(Information provided)
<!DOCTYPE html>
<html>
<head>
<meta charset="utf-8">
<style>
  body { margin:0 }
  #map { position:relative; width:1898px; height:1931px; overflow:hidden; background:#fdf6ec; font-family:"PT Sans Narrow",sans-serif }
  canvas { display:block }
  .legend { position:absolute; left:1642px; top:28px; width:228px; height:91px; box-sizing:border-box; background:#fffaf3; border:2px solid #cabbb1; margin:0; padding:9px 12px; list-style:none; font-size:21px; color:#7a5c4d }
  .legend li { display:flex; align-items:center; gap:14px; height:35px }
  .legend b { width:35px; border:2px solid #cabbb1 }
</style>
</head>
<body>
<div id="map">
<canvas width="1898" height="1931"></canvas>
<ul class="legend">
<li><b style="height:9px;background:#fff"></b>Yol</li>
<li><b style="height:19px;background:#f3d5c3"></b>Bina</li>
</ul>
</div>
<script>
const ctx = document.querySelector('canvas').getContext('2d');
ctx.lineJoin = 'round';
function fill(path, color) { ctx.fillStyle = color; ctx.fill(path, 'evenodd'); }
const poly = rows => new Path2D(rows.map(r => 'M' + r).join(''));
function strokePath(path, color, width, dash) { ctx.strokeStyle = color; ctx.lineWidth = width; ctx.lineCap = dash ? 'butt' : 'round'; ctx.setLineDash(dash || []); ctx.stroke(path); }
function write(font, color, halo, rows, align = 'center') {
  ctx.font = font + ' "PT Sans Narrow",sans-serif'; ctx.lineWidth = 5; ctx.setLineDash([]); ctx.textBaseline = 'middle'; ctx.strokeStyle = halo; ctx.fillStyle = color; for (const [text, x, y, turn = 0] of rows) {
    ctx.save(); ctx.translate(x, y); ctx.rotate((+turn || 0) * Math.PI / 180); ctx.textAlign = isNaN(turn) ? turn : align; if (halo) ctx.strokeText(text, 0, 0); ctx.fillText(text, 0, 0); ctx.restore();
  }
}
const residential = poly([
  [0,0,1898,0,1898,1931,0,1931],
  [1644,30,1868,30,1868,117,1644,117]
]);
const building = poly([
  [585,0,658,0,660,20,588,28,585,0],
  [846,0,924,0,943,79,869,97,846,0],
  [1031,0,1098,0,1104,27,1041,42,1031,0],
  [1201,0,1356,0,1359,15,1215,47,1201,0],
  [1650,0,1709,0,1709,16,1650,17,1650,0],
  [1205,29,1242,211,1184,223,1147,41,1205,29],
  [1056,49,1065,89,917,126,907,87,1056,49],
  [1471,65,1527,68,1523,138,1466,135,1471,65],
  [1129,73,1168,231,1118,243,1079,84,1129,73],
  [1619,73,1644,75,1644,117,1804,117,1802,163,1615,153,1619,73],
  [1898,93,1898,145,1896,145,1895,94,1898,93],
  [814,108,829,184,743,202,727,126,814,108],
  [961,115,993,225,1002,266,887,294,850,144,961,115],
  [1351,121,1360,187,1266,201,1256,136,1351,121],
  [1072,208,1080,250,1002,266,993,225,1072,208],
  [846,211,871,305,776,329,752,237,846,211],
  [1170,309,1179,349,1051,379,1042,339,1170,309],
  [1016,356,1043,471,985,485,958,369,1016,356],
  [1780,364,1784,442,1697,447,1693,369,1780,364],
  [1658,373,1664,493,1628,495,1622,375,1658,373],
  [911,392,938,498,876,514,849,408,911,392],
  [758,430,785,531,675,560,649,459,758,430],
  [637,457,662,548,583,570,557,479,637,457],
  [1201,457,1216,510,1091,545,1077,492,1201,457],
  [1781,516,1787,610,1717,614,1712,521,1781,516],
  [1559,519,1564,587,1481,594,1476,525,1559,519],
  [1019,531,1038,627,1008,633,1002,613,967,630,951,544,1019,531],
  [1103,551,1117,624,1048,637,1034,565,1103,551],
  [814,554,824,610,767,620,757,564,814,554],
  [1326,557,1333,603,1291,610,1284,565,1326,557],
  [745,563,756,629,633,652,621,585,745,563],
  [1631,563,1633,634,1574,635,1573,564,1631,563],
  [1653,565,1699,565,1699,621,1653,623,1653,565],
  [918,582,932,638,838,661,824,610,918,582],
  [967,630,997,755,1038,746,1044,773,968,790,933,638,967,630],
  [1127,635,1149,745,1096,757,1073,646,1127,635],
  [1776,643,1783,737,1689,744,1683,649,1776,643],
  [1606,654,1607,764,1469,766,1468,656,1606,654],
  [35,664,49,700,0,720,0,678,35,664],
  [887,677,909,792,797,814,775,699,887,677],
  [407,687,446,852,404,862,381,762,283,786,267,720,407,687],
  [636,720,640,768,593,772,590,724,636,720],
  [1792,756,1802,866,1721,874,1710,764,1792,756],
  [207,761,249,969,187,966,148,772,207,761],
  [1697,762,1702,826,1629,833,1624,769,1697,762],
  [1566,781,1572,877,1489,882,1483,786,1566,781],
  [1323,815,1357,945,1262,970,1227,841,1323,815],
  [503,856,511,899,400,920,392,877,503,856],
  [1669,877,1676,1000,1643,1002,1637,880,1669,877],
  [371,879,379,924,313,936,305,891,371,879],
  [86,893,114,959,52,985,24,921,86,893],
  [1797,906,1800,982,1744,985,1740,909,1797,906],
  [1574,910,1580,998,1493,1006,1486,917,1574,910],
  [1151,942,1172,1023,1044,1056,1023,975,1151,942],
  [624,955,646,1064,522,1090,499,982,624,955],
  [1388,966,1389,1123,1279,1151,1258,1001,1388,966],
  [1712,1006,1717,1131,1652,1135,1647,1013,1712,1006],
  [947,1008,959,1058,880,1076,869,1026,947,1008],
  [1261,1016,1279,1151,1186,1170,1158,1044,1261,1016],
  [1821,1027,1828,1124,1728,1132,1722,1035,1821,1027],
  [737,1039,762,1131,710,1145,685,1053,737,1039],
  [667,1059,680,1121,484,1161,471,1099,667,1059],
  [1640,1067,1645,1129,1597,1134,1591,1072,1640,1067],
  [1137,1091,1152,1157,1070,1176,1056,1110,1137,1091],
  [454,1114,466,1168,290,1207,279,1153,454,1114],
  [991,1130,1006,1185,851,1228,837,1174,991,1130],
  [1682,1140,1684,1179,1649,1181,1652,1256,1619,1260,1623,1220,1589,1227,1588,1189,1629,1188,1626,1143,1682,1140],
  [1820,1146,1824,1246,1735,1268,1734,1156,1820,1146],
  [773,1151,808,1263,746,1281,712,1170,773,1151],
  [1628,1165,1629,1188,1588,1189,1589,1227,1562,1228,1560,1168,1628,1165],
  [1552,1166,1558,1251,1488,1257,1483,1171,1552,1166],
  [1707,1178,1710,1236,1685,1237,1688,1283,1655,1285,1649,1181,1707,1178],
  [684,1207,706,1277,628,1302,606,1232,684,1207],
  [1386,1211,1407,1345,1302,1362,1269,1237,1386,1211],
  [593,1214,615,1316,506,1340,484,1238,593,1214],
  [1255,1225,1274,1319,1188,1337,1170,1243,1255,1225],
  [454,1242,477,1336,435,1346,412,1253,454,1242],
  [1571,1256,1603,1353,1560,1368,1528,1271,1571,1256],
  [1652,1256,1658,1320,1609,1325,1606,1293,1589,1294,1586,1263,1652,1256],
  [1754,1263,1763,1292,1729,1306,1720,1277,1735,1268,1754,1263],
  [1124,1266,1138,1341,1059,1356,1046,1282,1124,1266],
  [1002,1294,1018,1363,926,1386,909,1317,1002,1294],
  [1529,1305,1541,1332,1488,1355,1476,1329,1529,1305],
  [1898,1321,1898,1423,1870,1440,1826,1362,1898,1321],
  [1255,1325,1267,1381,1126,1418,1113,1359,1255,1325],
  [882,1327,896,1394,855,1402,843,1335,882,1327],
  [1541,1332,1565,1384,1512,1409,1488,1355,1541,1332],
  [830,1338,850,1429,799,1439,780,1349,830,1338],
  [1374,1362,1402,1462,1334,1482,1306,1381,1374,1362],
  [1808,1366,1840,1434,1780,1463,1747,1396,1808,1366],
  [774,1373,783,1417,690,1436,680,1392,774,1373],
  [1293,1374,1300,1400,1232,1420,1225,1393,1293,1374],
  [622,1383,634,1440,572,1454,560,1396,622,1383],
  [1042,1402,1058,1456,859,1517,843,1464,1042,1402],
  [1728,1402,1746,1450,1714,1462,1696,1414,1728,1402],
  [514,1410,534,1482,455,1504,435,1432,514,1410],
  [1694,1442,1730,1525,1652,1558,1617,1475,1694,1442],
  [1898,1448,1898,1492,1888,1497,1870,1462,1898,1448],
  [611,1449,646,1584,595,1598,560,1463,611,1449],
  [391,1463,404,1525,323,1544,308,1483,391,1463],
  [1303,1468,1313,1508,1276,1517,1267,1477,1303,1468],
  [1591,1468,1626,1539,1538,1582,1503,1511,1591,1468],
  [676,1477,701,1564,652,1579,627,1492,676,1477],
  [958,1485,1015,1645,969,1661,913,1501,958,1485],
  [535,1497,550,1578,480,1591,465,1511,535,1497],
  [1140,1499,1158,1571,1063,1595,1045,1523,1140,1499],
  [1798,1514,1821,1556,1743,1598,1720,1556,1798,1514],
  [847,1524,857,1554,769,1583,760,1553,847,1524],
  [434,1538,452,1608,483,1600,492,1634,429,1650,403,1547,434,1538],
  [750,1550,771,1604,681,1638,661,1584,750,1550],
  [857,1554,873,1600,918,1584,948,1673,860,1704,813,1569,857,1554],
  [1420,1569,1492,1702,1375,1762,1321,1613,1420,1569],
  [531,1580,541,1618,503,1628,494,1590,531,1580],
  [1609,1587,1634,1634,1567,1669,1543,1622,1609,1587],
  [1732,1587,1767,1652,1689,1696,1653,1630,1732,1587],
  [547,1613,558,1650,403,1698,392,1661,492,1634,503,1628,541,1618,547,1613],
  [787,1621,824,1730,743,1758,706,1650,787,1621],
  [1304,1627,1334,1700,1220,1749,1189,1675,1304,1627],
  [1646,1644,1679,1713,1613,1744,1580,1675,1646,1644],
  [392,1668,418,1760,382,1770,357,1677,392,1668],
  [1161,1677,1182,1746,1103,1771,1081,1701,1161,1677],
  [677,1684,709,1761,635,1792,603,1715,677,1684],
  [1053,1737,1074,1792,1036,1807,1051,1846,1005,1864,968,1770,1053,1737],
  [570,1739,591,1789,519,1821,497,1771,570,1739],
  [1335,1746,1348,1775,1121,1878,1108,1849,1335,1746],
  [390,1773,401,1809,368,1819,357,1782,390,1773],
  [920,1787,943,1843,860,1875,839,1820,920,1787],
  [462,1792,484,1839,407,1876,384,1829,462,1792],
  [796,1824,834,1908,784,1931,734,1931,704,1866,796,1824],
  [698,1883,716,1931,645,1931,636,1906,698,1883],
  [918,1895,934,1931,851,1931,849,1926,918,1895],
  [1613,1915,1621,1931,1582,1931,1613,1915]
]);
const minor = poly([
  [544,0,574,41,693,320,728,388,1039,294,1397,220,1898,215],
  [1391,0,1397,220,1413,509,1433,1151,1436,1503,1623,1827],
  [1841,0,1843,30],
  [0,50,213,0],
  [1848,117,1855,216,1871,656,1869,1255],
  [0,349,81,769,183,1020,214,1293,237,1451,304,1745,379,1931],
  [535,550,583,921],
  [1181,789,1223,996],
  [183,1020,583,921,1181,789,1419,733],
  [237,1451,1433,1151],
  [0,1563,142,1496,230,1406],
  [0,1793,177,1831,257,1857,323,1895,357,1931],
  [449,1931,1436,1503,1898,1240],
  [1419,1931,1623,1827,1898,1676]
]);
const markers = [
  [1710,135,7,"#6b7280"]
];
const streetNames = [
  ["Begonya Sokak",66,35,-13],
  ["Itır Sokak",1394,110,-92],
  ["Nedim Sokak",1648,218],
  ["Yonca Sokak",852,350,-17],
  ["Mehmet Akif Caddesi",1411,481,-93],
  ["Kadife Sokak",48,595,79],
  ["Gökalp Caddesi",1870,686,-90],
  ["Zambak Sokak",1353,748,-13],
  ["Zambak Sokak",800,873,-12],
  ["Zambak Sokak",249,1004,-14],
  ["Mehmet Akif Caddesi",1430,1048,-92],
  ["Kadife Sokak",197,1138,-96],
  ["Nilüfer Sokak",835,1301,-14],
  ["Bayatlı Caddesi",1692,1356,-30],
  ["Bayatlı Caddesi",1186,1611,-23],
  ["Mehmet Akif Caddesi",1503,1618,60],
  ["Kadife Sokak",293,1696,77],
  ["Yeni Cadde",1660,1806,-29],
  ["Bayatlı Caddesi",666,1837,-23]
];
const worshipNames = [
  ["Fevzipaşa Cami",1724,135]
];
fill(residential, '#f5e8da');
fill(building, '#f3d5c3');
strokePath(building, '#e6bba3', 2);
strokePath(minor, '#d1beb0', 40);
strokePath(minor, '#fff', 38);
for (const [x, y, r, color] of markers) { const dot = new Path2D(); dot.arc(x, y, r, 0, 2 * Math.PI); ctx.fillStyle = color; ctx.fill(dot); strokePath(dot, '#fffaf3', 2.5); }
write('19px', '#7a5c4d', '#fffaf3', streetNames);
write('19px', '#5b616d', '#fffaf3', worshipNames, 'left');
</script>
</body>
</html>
(End Information provided)
» **Exercise aim**:
Determine, please, how many lines hold "lineWidth" in the records, and give that number by itself.

» **Result of this exercise**:
2